Medicaid in the United States is a federal and state program that helps with medical costs for some people with limited income and resources. Medicaid also offers benefits not normally covered by Medicare, including nursing home care and personal care services. The Health Insurance As…

spend down is a financial strategy used when an individual's income is too high to qualify for Medicaid. To be accepted into the program, some of the individual's income must be spent down to ensure his or her income is low enough to qualify for Medicaid.

When subtracting medical expenses and cost sharing lowers a person's income to a level that qualifies them for Medicaid, this process is called a “spenddown.” States can choose to set spenddown periods anywhere between 1–6 months.

Full Answer

How to spend down to qualify for Medicaid?

Understanding spend down. The concept of spend down comes into play because income and assets above a certain level disqualifies applicants for long-term care under Medicaid. Spending down is a way to legally bring income and assets in line with eligibility requirements.

What is meant by Medicare/Medicaid spend down?

While commonly known as a “spend-down” program, some states refer to it by different names, including: Surplus Income; Excess Income; Share of Cost; Medically Needy; Please note that not all states have a medically needy pathway. Or, stated differently, not all states allow applicants to “spend down” their extra income on medical expenses.

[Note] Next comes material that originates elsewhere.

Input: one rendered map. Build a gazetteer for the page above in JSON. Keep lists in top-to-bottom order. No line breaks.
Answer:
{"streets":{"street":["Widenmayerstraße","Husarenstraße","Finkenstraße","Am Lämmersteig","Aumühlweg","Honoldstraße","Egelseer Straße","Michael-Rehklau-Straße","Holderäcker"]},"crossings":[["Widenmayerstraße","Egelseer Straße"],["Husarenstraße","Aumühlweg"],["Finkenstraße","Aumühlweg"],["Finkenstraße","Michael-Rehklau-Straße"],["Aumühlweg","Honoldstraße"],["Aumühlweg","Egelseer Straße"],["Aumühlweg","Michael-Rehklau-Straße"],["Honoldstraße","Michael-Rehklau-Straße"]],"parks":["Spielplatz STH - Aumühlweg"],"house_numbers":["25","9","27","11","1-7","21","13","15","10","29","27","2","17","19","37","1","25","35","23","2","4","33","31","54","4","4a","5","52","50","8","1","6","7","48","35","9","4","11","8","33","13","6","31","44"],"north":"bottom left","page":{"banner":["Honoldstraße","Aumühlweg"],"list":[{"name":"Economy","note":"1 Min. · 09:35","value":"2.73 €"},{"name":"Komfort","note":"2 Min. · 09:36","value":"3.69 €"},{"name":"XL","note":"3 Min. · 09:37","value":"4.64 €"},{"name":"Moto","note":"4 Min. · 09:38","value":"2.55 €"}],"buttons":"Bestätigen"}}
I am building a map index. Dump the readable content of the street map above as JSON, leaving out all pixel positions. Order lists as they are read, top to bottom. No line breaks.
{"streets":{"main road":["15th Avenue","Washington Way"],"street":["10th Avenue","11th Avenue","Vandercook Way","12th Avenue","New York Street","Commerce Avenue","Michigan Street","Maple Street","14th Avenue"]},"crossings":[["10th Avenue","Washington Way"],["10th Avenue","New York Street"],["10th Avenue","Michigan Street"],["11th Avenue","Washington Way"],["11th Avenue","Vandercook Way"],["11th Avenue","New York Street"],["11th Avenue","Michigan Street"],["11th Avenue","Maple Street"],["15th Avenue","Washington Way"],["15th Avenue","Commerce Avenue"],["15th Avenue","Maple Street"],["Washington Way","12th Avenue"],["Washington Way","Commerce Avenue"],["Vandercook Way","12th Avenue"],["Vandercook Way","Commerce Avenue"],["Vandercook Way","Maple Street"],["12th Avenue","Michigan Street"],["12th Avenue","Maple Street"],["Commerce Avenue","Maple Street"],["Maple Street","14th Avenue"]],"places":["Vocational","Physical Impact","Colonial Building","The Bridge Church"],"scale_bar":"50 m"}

How does a Medicaid spend down work?

Dec 08, 2021 · “Spend down” means to deduct qualifying medical expenses from your income to bring it to a level that would make you eligible for Medicaid. Each state sets its own income limits for Medicaid eligibility, and there are different types of Medicaid programs, each with its own income and asset limits.

What are some ways to spend down to Medicaid?

medical bills. This is called a spend down. For example, a person over 65 is denied Medicaid because her monthly income is $50 more than the limit for Medicaid eligibility. If she incurs medical bills of $50 per month, the rest of her medical bills will be covered by Medicaid. The spend down in this case is the $50 of medical bills she incurs.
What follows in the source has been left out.